Like Lazarus risen from the dead!

Wesley, Norman and Bob spend the day working on the Mogul.  It has not been running for many years and there is a great deal of cleaning out accumulated debris from its carburetor, single cylinder and clutch bearings.  While they are involved in this Adrian and Aidan erect marquees where exhibitions are going to be mounted for display. Mike continues working on the gate heel posts, planing strips of oak and fitting them tightly together length-ways  to fill the gaps between the post and the quoin stone recess hopefully to stop water leaking through at this point.

Towards the end of the afternoon the various bits of Mogul requiring cleaning are replaced and after a considerable amount of concerted, combined effort  from Wesley Norman, Bob and Adrian the Mogul is finally coaxed back to life.

Starting this vintage machine requires a considerable amount of tweaking and fiddling with fuel inputs, decompression levers and other bits and pieces.  The most scary part of it  is though having to fling the large flywheel by hand in order to get the engine to actually fire-up.  ‘Health & Safety’ east your heart out!  This is not a job for the squeamish!


10 wheels on my wagon!

Trevor and Adrian drive over to South Molton to meet Norman and then they all travel on to the engineering works where Norman had arranged to have the centres of the cast iron wheels drilled out to accept axles.  10 wheels had been cast so that 2 could be used for display purposes.  Just to confuse matters, the engineer who was doing the machining is also called Trevor.  The wheels were awaiting collection when the gang arrived.  Following some discussion as to diameter and length, engineer Trevor cuts some bar to be used a s axles.  Next, following even more discussion, he cuts some tube and flat bar which he quickly welds to form a ‘trial’ bearing for the each wheel.
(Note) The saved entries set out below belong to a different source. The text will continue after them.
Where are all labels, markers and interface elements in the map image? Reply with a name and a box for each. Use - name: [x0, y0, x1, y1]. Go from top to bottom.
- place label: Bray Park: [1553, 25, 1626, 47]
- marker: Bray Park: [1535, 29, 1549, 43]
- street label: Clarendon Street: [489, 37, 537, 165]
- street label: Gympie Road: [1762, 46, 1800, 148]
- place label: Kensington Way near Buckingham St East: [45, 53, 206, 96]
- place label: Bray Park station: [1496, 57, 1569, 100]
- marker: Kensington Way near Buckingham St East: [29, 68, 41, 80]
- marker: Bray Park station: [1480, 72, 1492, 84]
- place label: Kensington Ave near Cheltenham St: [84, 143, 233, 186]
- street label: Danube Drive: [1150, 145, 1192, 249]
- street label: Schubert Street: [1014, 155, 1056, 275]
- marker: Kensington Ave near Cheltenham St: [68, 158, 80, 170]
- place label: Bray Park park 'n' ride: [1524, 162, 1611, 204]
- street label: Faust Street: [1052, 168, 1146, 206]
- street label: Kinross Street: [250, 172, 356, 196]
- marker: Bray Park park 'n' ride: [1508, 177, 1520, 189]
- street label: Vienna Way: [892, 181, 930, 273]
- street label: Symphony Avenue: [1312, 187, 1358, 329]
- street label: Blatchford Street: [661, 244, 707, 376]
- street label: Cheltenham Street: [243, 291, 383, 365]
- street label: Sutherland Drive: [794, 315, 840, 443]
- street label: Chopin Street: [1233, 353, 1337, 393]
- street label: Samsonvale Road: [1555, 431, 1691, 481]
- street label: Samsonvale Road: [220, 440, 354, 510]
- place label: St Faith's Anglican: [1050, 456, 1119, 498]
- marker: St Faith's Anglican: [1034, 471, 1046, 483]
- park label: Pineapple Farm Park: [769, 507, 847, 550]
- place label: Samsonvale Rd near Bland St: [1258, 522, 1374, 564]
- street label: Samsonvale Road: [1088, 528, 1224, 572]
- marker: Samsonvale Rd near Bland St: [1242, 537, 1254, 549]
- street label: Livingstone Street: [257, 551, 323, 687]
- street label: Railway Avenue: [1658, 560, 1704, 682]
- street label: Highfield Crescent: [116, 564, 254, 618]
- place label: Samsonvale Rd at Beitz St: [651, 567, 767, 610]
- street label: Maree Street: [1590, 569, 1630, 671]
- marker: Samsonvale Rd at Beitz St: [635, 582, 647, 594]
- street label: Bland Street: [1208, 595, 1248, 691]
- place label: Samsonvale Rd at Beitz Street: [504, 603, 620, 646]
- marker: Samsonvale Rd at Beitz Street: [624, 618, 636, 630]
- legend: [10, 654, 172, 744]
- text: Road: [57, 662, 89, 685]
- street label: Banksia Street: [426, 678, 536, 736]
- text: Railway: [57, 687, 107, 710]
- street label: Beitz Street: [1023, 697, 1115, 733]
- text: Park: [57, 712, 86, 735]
This will be taken back to the replica and  offered up to see if it will do the job for which it is designed.  If this does the job the Trevor will be asked to fabricate enough for every wheel –  2 per wheel!

This bearing is not an exact copy of the originals that belong to Bude Stratton Town Council from which the wooden template was first made but, hopefully, it is close enough to be effective without having to go to some much more complicated and expensive fabrication.

Another brick and a couple of copers in the wall.

The hot and dry sunny spell continues.  Trevor and Adrian carry on where they left off yesterday.  By the end of the day they have managed to finish an eight foot long section of wharf wall including laying on top two more copers.  After Trevor returns home Adrian begins dismantling the scaffolding in front of the completed section.